A ratio is the comparison of two quantities of the same unit by division, where at least one of the quantities is non-zero.

 

Example:

 

\[\frac{10 \;\; \text{kg} }{3\;\; \text{kg} } \] is a ratio, but \[\frac{10 \;\;\text{kg}}{3 \;\; \text{cm}} \] is not a ratio.

 

PROPORTION:

 

A proportion is an equation stating that two or more ratios are equal.

\[\displaystyle\frac{a}{b} = \displaystyle\frac{c}{d} = k \quad \text{(Simple Proportion)} \qquad \displaystyle\frac{a}{b} = \displaystyle\frac{c}{d} =\displaystyle\frac{e}{f} =k \quad \text{(Extended Proportion)} \]

Here, \(k\) is called the constant of proportionality.

 

Example:

 

\( \displaystyle{\frac{10}{5} = \frac{6}{3} = \frac{-14}{-7} }\) \(= k \), where \( k = 2 \).

 

Note:

 

The proportion \(\displaystyle\frac{a}{b} =\displaystyle \frac{c}{d} = \displaystyle \frac{e}{f} \) can also be written in the form \( a\;:\;c\;:\;e = b\;:\;d\;:\;f\).

 

Properties of Proportions:

 

\( 1. \quad \displaystyle\frac{a}{b} = \displaystyle\frac{c}{d} \) or \( \overbrace{a : \underbrace{ b = c}_{\text{means}} : d }^{\text{extremes}} \)

In a proportion, the product of the means equals the product of the extremes (Cross-Multiplication).

\[ \displaystyle\frac{a}{b} = \displaystyle\frac{c}{d} \quad \text{means} \quad b \cdot c = a \cdot d \]

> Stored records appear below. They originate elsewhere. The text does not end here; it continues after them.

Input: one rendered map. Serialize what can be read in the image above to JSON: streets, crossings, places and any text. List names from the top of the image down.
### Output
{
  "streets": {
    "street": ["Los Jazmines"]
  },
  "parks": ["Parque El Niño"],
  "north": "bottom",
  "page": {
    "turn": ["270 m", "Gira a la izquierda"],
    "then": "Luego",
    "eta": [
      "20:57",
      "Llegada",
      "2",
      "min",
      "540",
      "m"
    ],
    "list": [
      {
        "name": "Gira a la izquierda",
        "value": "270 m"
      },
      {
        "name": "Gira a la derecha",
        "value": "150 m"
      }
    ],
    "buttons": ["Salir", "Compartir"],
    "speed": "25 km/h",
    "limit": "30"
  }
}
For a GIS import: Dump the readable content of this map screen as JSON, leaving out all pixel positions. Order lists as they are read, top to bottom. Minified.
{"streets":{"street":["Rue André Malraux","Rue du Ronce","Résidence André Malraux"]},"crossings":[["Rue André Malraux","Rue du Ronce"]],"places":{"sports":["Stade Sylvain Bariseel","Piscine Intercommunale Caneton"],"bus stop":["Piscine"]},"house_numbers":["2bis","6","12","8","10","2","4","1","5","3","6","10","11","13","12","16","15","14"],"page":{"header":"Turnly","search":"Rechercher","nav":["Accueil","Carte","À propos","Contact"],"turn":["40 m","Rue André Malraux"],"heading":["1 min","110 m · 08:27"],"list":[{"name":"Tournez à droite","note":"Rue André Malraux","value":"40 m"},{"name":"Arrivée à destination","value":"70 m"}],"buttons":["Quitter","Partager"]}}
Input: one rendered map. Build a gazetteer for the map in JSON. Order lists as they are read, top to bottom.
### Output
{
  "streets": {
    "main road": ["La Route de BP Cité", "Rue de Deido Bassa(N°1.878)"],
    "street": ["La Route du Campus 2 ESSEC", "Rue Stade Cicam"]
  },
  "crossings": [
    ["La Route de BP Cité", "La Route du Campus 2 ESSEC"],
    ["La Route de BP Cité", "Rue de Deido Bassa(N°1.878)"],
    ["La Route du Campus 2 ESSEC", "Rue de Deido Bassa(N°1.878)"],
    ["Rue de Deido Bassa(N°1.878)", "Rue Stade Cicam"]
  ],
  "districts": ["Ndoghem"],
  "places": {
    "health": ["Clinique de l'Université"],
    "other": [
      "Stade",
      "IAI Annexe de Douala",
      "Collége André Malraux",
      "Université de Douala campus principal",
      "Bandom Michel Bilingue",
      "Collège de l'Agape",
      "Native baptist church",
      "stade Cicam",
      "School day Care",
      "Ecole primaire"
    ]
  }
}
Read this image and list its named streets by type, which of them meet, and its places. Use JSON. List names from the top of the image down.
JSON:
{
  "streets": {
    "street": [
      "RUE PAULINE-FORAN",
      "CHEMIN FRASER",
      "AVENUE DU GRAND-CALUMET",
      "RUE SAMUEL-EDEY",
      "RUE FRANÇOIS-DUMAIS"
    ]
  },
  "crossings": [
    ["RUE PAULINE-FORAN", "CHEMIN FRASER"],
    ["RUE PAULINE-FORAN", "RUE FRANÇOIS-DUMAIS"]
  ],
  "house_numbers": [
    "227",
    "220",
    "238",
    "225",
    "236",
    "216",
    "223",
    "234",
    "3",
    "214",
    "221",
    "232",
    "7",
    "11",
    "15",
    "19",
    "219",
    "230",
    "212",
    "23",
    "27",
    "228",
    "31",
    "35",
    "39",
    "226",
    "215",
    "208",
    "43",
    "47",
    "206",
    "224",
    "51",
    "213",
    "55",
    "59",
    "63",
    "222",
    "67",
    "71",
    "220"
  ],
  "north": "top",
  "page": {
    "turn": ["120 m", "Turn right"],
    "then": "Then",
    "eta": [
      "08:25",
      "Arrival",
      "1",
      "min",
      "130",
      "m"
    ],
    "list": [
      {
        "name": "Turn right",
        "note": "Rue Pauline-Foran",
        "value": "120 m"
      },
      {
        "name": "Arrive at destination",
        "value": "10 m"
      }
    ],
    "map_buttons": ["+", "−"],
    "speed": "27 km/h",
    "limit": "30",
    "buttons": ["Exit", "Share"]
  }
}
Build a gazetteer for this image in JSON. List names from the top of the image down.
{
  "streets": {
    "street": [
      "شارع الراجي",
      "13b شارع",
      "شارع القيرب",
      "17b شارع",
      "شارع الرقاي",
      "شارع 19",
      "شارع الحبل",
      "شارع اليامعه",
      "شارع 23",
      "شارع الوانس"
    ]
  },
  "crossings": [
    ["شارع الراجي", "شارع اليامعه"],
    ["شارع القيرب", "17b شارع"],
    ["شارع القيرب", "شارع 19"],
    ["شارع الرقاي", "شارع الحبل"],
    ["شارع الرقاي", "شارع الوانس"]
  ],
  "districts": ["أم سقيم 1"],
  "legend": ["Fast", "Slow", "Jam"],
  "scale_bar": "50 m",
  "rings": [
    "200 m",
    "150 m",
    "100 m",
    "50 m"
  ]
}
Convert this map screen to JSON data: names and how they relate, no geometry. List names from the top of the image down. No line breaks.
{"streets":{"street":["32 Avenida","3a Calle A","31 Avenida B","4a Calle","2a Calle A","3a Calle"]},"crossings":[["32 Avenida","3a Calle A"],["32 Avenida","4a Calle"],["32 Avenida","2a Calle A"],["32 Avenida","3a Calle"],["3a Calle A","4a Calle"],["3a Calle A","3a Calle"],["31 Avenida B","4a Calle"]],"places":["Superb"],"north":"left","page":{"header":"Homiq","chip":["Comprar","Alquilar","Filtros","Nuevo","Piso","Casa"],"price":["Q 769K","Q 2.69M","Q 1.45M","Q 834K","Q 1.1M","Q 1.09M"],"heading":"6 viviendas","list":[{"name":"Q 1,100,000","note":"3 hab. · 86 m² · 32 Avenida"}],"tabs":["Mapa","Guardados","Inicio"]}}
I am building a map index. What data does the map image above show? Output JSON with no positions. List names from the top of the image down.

Since this equality always holds true, the proportion \[ \frac{a}{b} = \frac{c}{d} \] can be rearranged as follows:

\[ \frac{a}{c} = \frac{b}{d} \] (the means can swap places),

\[ \frac{d}{b} = \frac{c}{a} \] (the extremes can swap places),

\[ \frac{b}{a} = \frac{d}{c} \] (taking the reciprocal of both sides).

 

\( 2. \quad \) Ratios in a proportion can be simplified or expanded by a non-zero multiplier:

\[ \frac{a}{b} = \frac{c}{d} = \frac{e}{f} = k \quad \Rightarrow \quad \frac{m \cdot a }{m \cdot b} = \frac{n \cdot c }{n \cdot d}= \frac{r \cdot e}{r \cdot f} = k \]

\(\quad a) \;\;\) When the numerators are added together and the denominators are added together, the constant of proportionality remains unchanged.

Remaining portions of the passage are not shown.